EXERCISE OBJECTIVE:
Write how many lines in the records below include the string "column". No other text should be given.

-- GIVEN INFORMATION follows --

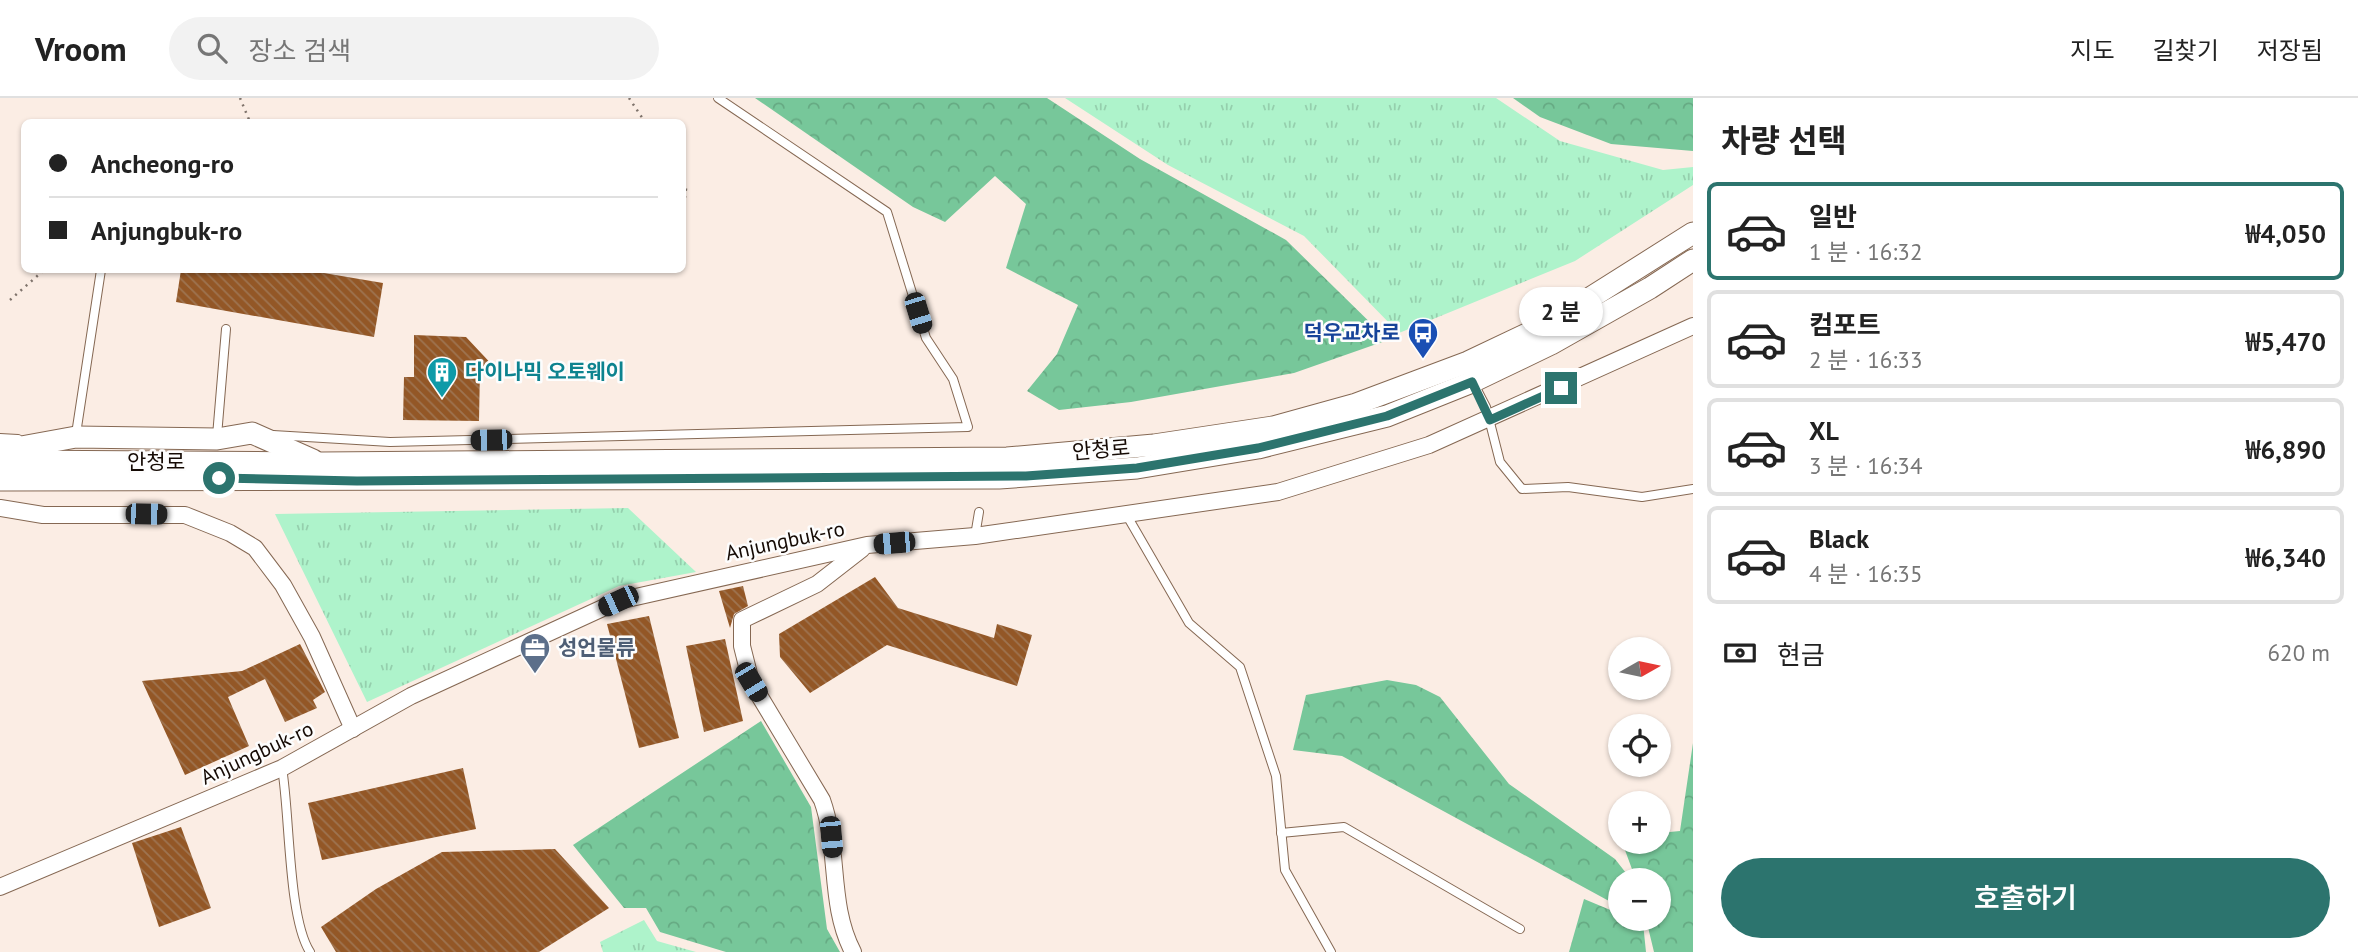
<!DOCTYPE html>
<html lang="ko">
<head>
<meta charset="utf-8">
<style>
  body { margin:0; font-family:"PT Sans","Noto Sans KR",sans-serif; background:#f2f2f2; color:#222; height:100vh; display:flex; flex-direction:column; font-size:26px; white-space:nowrap }
  * { box-sizing:border-box; margin:0 }
  p { font-size:23px; color:#767676 }
  .icon { flex:none; width:38px; height:38px; fill:none; stroke:currentColor; stroke-width:2; stroke-linecap:round; stroke-linejoin:round }
  .map { position:relative; flex:1; overflow:hidden }
  .side { display:flex; flex-direction:column; background:#fff; width:665px }
  .side>* { flex:none }
  .guide { position:absolute; left:21px; top:21px; width:665px; height:154px; border-radius:10px; box-shadow:0 2px 5px #0004; display:grid; align-content:center; height:154px; padding:0 28px; background:#fff }
  .needle { width:46px; rotate:81deg }
  .fabs { position:absolute; left:1608px; top:539px; display:grid; gap:14px }
  .fabs a { display:grid; place-items:center; width:63px; height:63px; border-radius:50%; background:#fff; box-shadow:0 2px 5px #0004; font-size:35px }
  .end { position:absolute; width:32px; height:32px; margin:-16px; border:9px solid #2c746e; background:#fff; box-shadow:0 0 0 4px #fff }
  .from { border-radius:50% }
  .bubble { position:absolute; height:49px; border-radius:24px; background:#fff; box-shadow:0 2px 5px #0004; font-size:23px; font-weight:600; line-height:49px; text-align:center }
  .car { position:absolute; width:21px; height:42px; margin:-21px -10px; border-radius:9px; box-shadow:0 0 5px 2px #0007; background:linear-gradient(#222 24%,#8ab4d8 0 40%,#222 0 76%,#8ab4d8 0 86%,#222 0) }
  .guide b { display:flex; align-items:center; gap:24px; height:66px; font-size:26px }
  .guide b+b { border-top:2px solid #e0e0e0 }
  .guide i { width:18px; height:18px; background:#222 }
  ul { padding:0; list-style:none }
  li { display:flex; align-items:center; gap:21px; height:98px; margin:0 14px 10px; padding:0 14px; border:4px solid #e0e0e0; border-radius:10px }
  li div { flex:1 }
  li b { display:block; font-size:26px }
  li em { font-style:normal; font-weight:600 }
  li.current { border-color:#2c746e }
  li>.icon { width:63px; height:63px; stroke-width:1.5 }
  h2 { padding:0 28px; font-size:32px; line-height:84px }
  .pay { display:flex; align-items:center; gap:18px; height:77px; padding:0 28px; font-size:26px }
  .pay p { margin-inline-start:auto }
  .primary-button { display:flex; gap:14px; margin-top:auto; padding:14px 28px }
  .primary-button a { flex:1; height:80px; border-radius:42px; background:#2c746e; color:#fff; font-size:28px; font-weight:600; line-height:80px; text-align:center }
  header { display:flex; align-items:center; gap:42px; box-sizing:border-box; height:98px; padding:0 35px; background:#fff; border-bottom:2px solid #e0e0e0 }
  header strong { font-size:33px }
  nav { display:flex; gap:38px; margin-inline-start:auto; font-size:24px }
  .search { width:490px; height:63px; background:#f2f2f2; display:flex; align-items:center; gap:18px; box-sizing:border-box; padding:0 24px; border-radius:38px; color:#767676; font-size:26px }
  main { display:flex; flex:1; min-height:0 }
  .map>svg:first-child { display:block }
  .grass { fill:url(#grass-tufts) }
  .forest { fill:url(#forest-crowns) }
  .building { fill:url(#building-back-hatch) }
  .lines { fill:none; stroke-linecap:round; stroke-linejoin:round }
  .lane-casing { stroke:#856853; stroke-width:10 }
  .street-casing { stroke:#856853; stroke-width:18 }
  .secondary-casing { stroke:#856853; stroke-width:23 }
  .path { stroke:#7f736b; stroke-width:2.5; stroke-dasharray:2 5; stroke-linecap:butt }
  .lane { stroke:#fff; stroke-width:8 }
  .street { stroke:#fff; stroke-width:16 }
  .secondary { stroke:#fff; stroke-width:21 }
  .route { stroke:#2c746e; stroke-width:9 }
  .labels { text-anchor:middle; stroke-width:5; stroke-linejoin:round; paint-order:stroke }
  .transit-label { font-size:21px; font-weight:bold; fill:#164399; stroke:#fdfdfd; text-anchor:end }
  .culture-label { font-size:21px; font-weight:bold; fill:#0d838f; stroke:#fdfdfd; text-anchor:start }
  .street-label { font-size:21px; fill:#150a04; stroke:#fdfdfd }
  .service-label { font-size:21px; font-weight:bold; fill:#4e5e75; stroke:#fdfdfd; text-anchor:start }
</style>
</head>
<body>
<header>
<strong>Vroom</strong>
<div class="search"><svg class="icon" aria-label="search" viewBox="0 0 24 24"><circle cx="10" cy="10" r="6"/><path d="M15 15l6 6"/></svg>장소 검색</div>
<nav><a>지도</a><a>길찾기</a><a>저장됨</a></nav>
</header>
<main>
<div class="map">
<svg width="1693" height="854" viewBox="0 0 1693 854">
  <defs>
    <pattern id="grass-tufts" width="24" height="20" patternUnits="userSpaceOnUse" patternTransform="scale(1.75)"><rect width="24" height="20" fill="#aef3cb"/><path d="M3 7l-1-3M5 7V3M7 7l1-3M15 17l-1-3M17 17v-4M19 17l1-3" fill="none" stroke="#95cfad"/></pattern>
    <pattern id="forest-crowns" width="20" height="18" patternUnits="userSpaceOnUse" patternTransform="scale(1.75)"><rect width="20" height="18" fill="#77c79a"/><path d="M2 6a3 3 0 1 1 6 0M12 15a3 3 0 1 1 6 0" fill="none" stroke="#66aa83"/></pattern>
    <pattern id="building-back-hatch" width="6" height="6" patternUnits="userSpaceOnUse" patternTransform="scale(1.75)"><rect width="6" height="6" fill="#935726"/><path d="M-1 5l2 2M0 0l6 6M5-1l2 2" fill="none" stroke="#9e7451"/></pattern>
  </defs>
  <rect width="100%" height="100%" fill="#fbede4"/>
  <g class="grass">
    <path d="M1065,0H1496L1560,43L1663,72L1693,69V87L1575,163L1399,235L1304,138L1168,67Z"/>
    <path d="M628,410L696,474L619,488L367,604L275,416Z"/>
    <path d="M644,822L657,843L696,854H603L600,844Z"/>
  </g>
  <g class="forest">
    <path d="M755,0H1047L1140,61L1286,142L1388,242L1294,275L1131,304L1059,312L1027,293L1057,256L1078,207L1006,170L1026,106L995,78L945,124L913,109Z"/>
    <path d="M1513,0H1693V53L1611,46L1540,19Z"/>
    <path d="M1387,582L1416,587L1440,599L1509,686L1615,761L1626,775V782H1620V809L1342,658L1293,652L1306,597Z"/>
    <path d="M761,623L811,709L827,831L840,854H726L660,834L646,810H624L573,747Z"/>
    <path d="M1693,645V854H1654L1646,821H1659V782H1636L1622,744H1659V735L1680,733Z"/>
    <path d="M1584,801L1620,816V821L1643,825L1646,854H1569Z"/>
  </g>
  <g class="building">
    <path d="M181,172H306L383,185L374,239L176,204Z"/>
    <path d="M414,237L466,239L497,272L480,271L479,323L403,322L404,279H414Z"/>
    <path d="M875,479L898,510L994,540L997,526L1032,537L1017,588L887,547L810,595L780,559L779,536Z"/>
    <path d="M743,488L748,508L734,516L730,530L719,493Z"/>
    <path d="M649,518L679,640L639,650L607,526Z"/>
    <path d="M725,541L743,623L704,634L686,548Z"/>
    <path d="M300,546L325,594L313,602L317,610L285,624L265,581L228,599L249,648L185,677L142,583L242,573Z"/>
    <path d="M463,670L476,731L322,762L308,705Z"/>
    <path d="M181,729L211,810L159,829L132,745Z"/>
    <path d="M555,751L609,810L539,854H336L321,829L376,791L442,754Z"/>
  </g>
  <g class="lines">
    <g class="lane-casing">
      <g id="lane">
        <path d="M1473,284L1486,309L1500,364L1522,391L1568,389L1642,399L1693,391"/>
        <path d="M76,336L101,172"/>
        <path d="M273,337L390,344L968,329L953,281L926,240L887,114L718,0"/>
        <path d="M217,338L226,231"/>
        <path d="M0,340L18,341"/>
        <path d="M1126,416L1189,525L1240,569L1276,678L1285,772L1331,854"/>
        <path d="M975,438L979,414"/>
        <path d="M282,670C290,716 288,820 310,854"/>
        <path d="M1281,735L1344,729L1520,831"/>
      </g>
    </g>
    <g class="street-casing">
      <g id="street">
        <path d="M0,410L43,417H185L230,435L255,450L283,487L312,539L353,631"/>
        <path d="M0,789L282,670L411,598L618,503L867,447L975,438L1278,394L1429,347L1693,228"/>
        <path d="M853,854C828,806 840,752 822,702L751,584L742,548V522L817,486L862,451"/>
      </g>
    </g>
    <g class="secondary-casing">
      <g id="secondary">
        <path d="M0,353L76,339L217,341L252,335L313,362"/>
        <path d="M0,363L321,365L1007,360L1154,347L1273,329L1356,306L1468,264L1552,224L1693,135"/>
        <path d="M0,382L999,380L1137,370L1258,350L1387,318L1472,284L1551,246L1650,190L1693,162"/>
      </g>
    </g>
    <g class="path">
      <path d="M240,0L250,24"/>
      <path d="M629,0L645,24"/>
      <path d="M682,85L686,91L682,123"/>
      <path d="M10,202L44,172"/>
    </g>
    <use href="#lane" class="lane"/>
    <use href="#street" class="street"/>
    <use href="#secondary" class="secondary"/>
  </g>
  <g class="lines">
    <path class="route" d="M219,380L357,383L1026,378L1137,370L1258,350L1387,318L1472,284L1490,322L1561,290"/>
  </g>
  <defs>
    <g id="bus-pin" transform="scale(1.575)"><path d="M0 17L-7.5 6A9.5 9.5 0 1 1 7.5 6Z" fill="#1a4fb4" stroke="#fdfdfd"/><path d="M-5-6H5V4H4V6H2V4H-2V6H-4V4H-5ZM-3.5-4V0h7V-4ZM-3.5 1.2v1.5H-2V1.2ZM2 1.2v1.5H3.5V1.2Z" fill="#fff"/></g>
    <g id="building-pin" transform="scale(1.575)"><path d="M0 17L-7.5 6A9.5 9.5 0 1 1 7.5 6Z" fill="#0f9aa8" stroke="#fdfdfd"/><path d="M-4-6H4V6H1V3H-1V6H-4ZM-2.5-4.3h1.7v1.8h-1.7ZM.8-4.3h1.7v1.8H.8ZM-2.5-1h1.7V.8h-1.7ZM.8-1h1.7V.8H.8Z" fill="#fff"/></g>
    <g id="office-pin" transform="scale(1.575)"><path d="M0 17L-7.5 6A9.5 9.5 0 1 1 7.5 6Z" fill="#5c6f8a" stroke="#fdfdfd"/><path d="M-6-3h4V-5.5h4V-3h4V5H-6ZM-1-4.5V-3h2v-1.5ZM-6 0V1H6V0Z" fill="#fff"/></g>
  </defs>
  <g fill-rule="evenodd">
    <use href="#bus-pin" x="1423" y="235"/>
    <use href="#building-pin" x="442" y="274"/>
    <use href="#office-pin" x="535" y="550"/>
  </g>
  <g class="labels">
    <g class="transit-label">
      <text x="1400" y="242">덕우교차로</text>
    </g>
    <g class="culture-label">
      <text x="465" y="281">다이나믹 오토웨이</text>
    </g>
    <g class="street-label">
      <text transform="translate(1101 352) rotate(-5)" y="7">안청로</text>
      <text x="156" y="371">안청로</text>
      <text transform="translate(785 443) rotate(-12)" y="7">Anjungbuk-ro</text>
      <text transform="translate(257 655) rotate(-25)" y="7">Anjungbuk-ro</text>
    </g>
    <g class="service-label">
      <text x="558" y="557">성언물류</text>
    </g>
  </g>
</svg>
<div class="fabs">
<a><svg class="needle" viewBox="-14 -14 28 28"><path d="M0-13l5 13h-10z" fill="#e53935"/><path d="M0 13l5-13h-10z" fill="#767676"/></svg></a>
<a><svg class="icon" aria-label="locate" viewBox="0 0 24 24"><circle cx="12" cy="12" r="6"/><path d="M12 2v4M12 18v4M2 12h4M18 12h4"/></svg></a>
<a>+</a>
<a>−</a>
</div>
<i class="end from" style="left:219px;top:380px"></i>
<i class="end" style="left:1561px;top:290px"></i>
<div class="bubble" style="left:1519px;top:189px;width:84px">2 분</div>
<i class="car" style="left:918px;top:215px;rotate:163deg"></i>
<i class="car" style="left:491px;top:342px;rotate:269deg"></i>
<i class="car" style="left:146px;top:416px;rotate:91deg"></i>
<i class="car" style="left:894px;top:445px;rotate:265deg"></i>
<i class="car" style="left:618px;top:503px;rotate:245deg"></i>
<i class="car" style="left:751px;top:584px;rotate:149deg"></i>
<i class="car" style="left:831px;top:739px;rotate:175deg"></i>
<div class="guide">
<b><i class="from"></i>Ancheong-ro</b>
<b><i></i>Anjungbuk-ro</b>
</div>
</div>
<section class="side">
<h2>차량 선택</h2>
<ul>
<li class="current"><svg class="icon" aria-label="car" viewBox="0 0 24 24"><path d="M5 17H2v-5l4-1 3-4h7l3 4 3 1v5h-3M9 17h6M6 11h13"/><circle cx="7" cy="17" r="2"/><circle cx="17" cy="17" r="2"/></svg><div><b>일반</b><p>1 분 · 16:32</p></div><em>₩4,050</em></li>
<li><svg class="icon" aria-label="car" viewBox="0 0 24 24"><path d="M5 17H2v-5l4-1 3-4h7l3 4 3 1v5h-3M9 17h6M6 11h13"/><circle cx="7" cy="17" r="2"/><circle cx="17" cy="17" r="2"/></svg><div><b>컴포트</b><p>2 분 · 16:33</p></div><em>₩5,470</em></li>
<li><svg class="icon" aria-label="car" viewBox="0 0 24 24"><path d="M5 17H2v-5l4-1 3-4h7l3 4 3 1v5h-3M9 17h6M6 11h13"/><circle cx="7" cy="17" r="2"/><circle cx="17" cy="17" r="2"/></svg><div><b>XL</b><p>3 분 · 16:34</p></div><em>₩6,890</em></li>
<li><svg class="icon" aria-label="car" viewBox="0 0 24 24"><path d="M5 17H2v-5l4-1 3-4h7l3 4 3 1v5h-3M9 17h6M6 11h13"/><circle cx="7" cy="17" r="2"/><circle cx="17" cy="17" r="2"/></svg><div><b>Black</b><p>4 분 · 16:35</p></div><em>₩6,340</em></li>
</ul>
<div class="pay"><svg class="icon" aria-label="cash" viewBox="0 0 24 24"><path d="M3 7h18v10H3z"/><circle cx="12" cy="12" r="2"/></svg>현금<p>620 m</p></div>
<div class="primary-button"><a>호출하기</a></div>
</section>
</main>
</body>
</html>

-- GIVEN INFORMATION concluded --

SOLUTION BELOW:
2